Opinião

Cenário praiano – Sonia Pinheiro

CENÁRIO PRAIANO

Lúcio Brasileiro e Chiquinho Aragão clicados na Lagoa do Banana, onde traçaram uma dobradinha com favas, regada a Ypióca 5 Chaves.

MARRIAGE

Michelinne e Edilson Pinheiro emoldurando os noivos Nayara Sampaio e Vitor Baquit.

NIVER

Zezinho Albuquerque, titular da pasta de Cidades do poder Camilo Santana: super cumprimentado, no holiday, pela mudança de idade

TEMPOS DO COVID-19: A PREVENÇÃO IMPERATIVA

Eu traduziria o momento atual – revestido por tantas inquietações, receios e tristezas – como uma guerra absolutamente diferente das convencionais. Naquelas, você sabe os inimigos a enfrentar de cara e se prepara para dar a sua vida pela pátria, movido por ideais, religião, poder dos sinopseadores ou simplesmente, porque foi recrutado a aderir às batalhas, por vezes, sem sabê-lo ao certo e, em geral, na entrega de sua juventude, vida por viver, enquanto os poderosos interessados em orientar as batalhas ficam distanciados do teatro de operações, protegidos em seus QGs ou palácios.

Já no enfrentamento de um inimigo sem cara – vírus gerador de uma pandemia – a luta do adversário é infinitamente desigual.
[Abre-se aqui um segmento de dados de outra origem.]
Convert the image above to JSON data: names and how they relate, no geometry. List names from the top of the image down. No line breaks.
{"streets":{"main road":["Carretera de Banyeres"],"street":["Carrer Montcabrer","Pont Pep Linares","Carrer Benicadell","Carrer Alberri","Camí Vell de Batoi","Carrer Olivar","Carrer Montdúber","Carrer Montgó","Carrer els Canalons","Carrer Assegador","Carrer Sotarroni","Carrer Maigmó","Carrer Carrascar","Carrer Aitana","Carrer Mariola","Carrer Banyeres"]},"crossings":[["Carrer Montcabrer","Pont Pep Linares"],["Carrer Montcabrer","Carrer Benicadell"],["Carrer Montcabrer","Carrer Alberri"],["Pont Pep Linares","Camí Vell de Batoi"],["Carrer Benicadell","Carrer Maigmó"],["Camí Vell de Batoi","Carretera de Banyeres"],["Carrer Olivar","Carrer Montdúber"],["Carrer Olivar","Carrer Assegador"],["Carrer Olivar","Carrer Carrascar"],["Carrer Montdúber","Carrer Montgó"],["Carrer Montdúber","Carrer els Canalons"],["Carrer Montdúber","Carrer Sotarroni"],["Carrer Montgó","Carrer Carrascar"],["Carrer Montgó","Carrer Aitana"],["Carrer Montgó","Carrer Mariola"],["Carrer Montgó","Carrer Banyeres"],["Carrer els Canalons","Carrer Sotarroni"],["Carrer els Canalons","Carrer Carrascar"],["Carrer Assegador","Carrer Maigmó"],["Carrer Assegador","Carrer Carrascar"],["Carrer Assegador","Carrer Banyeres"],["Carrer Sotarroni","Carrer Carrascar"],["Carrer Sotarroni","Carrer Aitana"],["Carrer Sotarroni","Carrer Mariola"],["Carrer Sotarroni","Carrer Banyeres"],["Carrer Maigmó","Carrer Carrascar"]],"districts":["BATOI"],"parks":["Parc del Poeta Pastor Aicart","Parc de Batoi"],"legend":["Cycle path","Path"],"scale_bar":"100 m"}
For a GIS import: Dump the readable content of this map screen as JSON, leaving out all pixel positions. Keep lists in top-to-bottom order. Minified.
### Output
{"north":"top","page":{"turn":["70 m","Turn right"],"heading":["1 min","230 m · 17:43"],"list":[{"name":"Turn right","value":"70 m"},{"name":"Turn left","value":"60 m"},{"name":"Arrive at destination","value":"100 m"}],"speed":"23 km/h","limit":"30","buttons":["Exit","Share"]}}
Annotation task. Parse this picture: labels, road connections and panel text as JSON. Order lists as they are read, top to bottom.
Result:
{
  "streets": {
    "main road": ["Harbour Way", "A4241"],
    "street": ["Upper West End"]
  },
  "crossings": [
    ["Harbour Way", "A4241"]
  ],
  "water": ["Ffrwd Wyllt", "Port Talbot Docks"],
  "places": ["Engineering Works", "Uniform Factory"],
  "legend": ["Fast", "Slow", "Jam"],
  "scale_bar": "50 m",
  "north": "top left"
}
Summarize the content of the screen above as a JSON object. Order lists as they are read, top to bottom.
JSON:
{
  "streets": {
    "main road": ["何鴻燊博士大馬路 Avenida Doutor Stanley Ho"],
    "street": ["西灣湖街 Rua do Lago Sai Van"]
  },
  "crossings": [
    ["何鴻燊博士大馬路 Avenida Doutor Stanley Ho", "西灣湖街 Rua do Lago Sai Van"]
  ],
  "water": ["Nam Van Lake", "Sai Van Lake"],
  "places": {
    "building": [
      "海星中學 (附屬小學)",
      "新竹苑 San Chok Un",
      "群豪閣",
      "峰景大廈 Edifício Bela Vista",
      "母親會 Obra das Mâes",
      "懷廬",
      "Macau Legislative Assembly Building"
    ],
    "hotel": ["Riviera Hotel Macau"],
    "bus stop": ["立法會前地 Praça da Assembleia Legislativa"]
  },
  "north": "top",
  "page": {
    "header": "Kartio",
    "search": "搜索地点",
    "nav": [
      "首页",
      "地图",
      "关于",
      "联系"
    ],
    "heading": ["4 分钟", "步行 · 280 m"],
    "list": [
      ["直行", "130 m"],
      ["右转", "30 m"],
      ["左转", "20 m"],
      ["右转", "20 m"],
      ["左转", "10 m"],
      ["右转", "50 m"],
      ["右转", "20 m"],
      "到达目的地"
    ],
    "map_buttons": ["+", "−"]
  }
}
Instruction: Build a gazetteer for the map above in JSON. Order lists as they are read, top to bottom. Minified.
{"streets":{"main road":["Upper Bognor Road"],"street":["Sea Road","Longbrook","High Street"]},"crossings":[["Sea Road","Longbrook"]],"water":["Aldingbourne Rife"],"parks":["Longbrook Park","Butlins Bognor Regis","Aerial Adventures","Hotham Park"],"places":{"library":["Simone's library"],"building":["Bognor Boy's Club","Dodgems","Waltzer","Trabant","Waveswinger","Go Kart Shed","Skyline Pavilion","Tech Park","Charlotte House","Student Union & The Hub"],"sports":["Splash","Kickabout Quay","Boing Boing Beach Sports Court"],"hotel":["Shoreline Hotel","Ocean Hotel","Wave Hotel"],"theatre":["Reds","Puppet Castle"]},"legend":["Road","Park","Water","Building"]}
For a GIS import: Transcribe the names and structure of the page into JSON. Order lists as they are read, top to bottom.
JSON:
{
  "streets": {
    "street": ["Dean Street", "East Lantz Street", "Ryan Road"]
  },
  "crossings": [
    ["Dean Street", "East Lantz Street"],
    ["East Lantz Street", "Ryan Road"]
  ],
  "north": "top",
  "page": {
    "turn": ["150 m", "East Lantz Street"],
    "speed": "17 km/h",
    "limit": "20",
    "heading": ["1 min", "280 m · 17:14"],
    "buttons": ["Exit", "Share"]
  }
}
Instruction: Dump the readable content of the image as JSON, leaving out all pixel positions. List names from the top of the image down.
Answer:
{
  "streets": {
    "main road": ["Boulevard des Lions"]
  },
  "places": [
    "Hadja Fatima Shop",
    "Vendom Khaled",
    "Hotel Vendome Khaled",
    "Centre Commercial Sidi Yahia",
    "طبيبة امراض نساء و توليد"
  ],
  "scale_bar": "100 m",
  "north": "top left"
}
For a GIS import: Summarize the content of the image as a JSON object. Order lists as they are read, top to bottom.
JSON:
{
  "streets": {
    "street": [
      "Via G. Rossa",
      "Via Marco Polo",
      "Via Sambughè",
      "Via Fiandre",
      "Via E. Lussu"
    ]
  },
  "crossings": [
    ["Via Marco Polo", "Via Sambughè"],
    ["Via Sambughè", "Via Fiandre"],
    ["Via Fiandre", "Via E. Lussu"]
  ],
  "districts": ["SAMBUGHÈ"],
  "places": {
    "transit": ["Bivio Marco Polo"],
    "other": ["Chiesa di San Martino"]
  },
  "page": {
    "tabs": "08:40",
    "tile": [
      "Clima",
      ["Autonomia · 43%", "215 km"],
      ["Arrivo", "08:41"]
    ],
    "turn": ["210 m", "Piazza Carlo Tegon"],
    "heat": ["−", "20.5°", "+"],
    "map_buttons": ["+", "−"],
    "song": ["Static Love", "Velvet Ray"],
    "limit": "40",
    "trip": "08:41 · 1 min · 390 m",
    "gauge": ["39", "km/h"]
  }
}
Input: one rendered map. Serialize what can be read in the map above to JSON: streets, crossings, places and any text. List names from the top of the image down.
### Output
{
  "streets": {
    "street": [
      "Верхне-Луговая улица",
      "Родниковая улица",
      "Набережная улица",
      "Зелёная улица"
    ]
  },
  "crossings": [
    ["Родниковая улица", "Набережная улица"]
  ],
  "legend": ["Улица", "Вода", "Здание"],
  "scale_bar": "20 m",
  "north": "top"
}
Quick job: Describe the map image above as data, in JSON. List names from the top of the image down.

E, então, tudo se torna completamente atordoante e aí se faz a perplexidade. Em idos tempos do século passado, o grande escritor americano F.Scott Fitzgerald (picture de domínio público) fazia parte da geração que pregava que, diante da perspectiva de tragédias iminentes, provocadas, por exemplo, por guerras mundiais, que se saboreasse a vida de uma forma tão intensa e flamejante como se o futuro não fosse existir ante à perspectiva de que amanhã poderiam estar mortos já que o dia seguinte era uma incógnita.

Hoje, absolutamente, não! Há que se acautelar ante um vírus letal para muitos e sem cara visível a olho nu, ditando que todos se munam de uma extensa lista de cuidados no processo da prevenção para si e os outros. E, assim, pessoas de saúde frágil e de idade mais avançada, eventuais colecionadores de males ligados ou acentuados pelo decorrer do tempo, tipo diabetes, pressão alta e outras doenças que exigem acompanhamento médico constante são as mais sujeitas à morte pelo novo coronavírus e, então, devem se encastelar em suas casas, distantes de prazeres que tornavam sua existência dantes normal (ou quase) mais interessante. O que não significa dizer que crianças e pessoas mais jovens não possam engrossar a vasta lista de vítimas fatais por todo (ou quase) todo o mundo.

Outro drama? Ser caseiro por opção é uma alternativa de vida por períodos longos ou provisórios, condição que, quando exigida pela força das circunstâncias, chega até a evocar uma espécie de cativeiro, a começar da percepção de que há um chamamento necessário – ou melhor, impositivo – à essa prisão.

START

A Organização Educacional Farias Brito abriu o Espaço FB Ideias Iguatemi. A proposta abrange os itens inovação, empreendedorismo e as melhores ideias concentradas num só cenário. O lugar dispõe de área para acolher eventos corporativos sem custo – conta com recinto para gravação de podcasts e tem sala de reunião no piso 2 (Iratuan Freitas/ Tapis Rouge clicou).

OPINIÃO

Do titular do Palácio da Abolição, Camilo Santana (no flash com a bonita Onélia), à revista Poder, de Joyce Pascowitch, que chegou aos 12 anos: – É um exemplo de compromisso com a inovação e a qualidade. Uma publicação que se renova com o tempo e oferece o que há de melhor no mundo dos negócios e do entretenimento.

RELIGIOSIDADE

A bela Lucinha Feitosa puxando, nas redes sociais, a corrente das orações das Mil Ave Maria para a cura do coronavírus.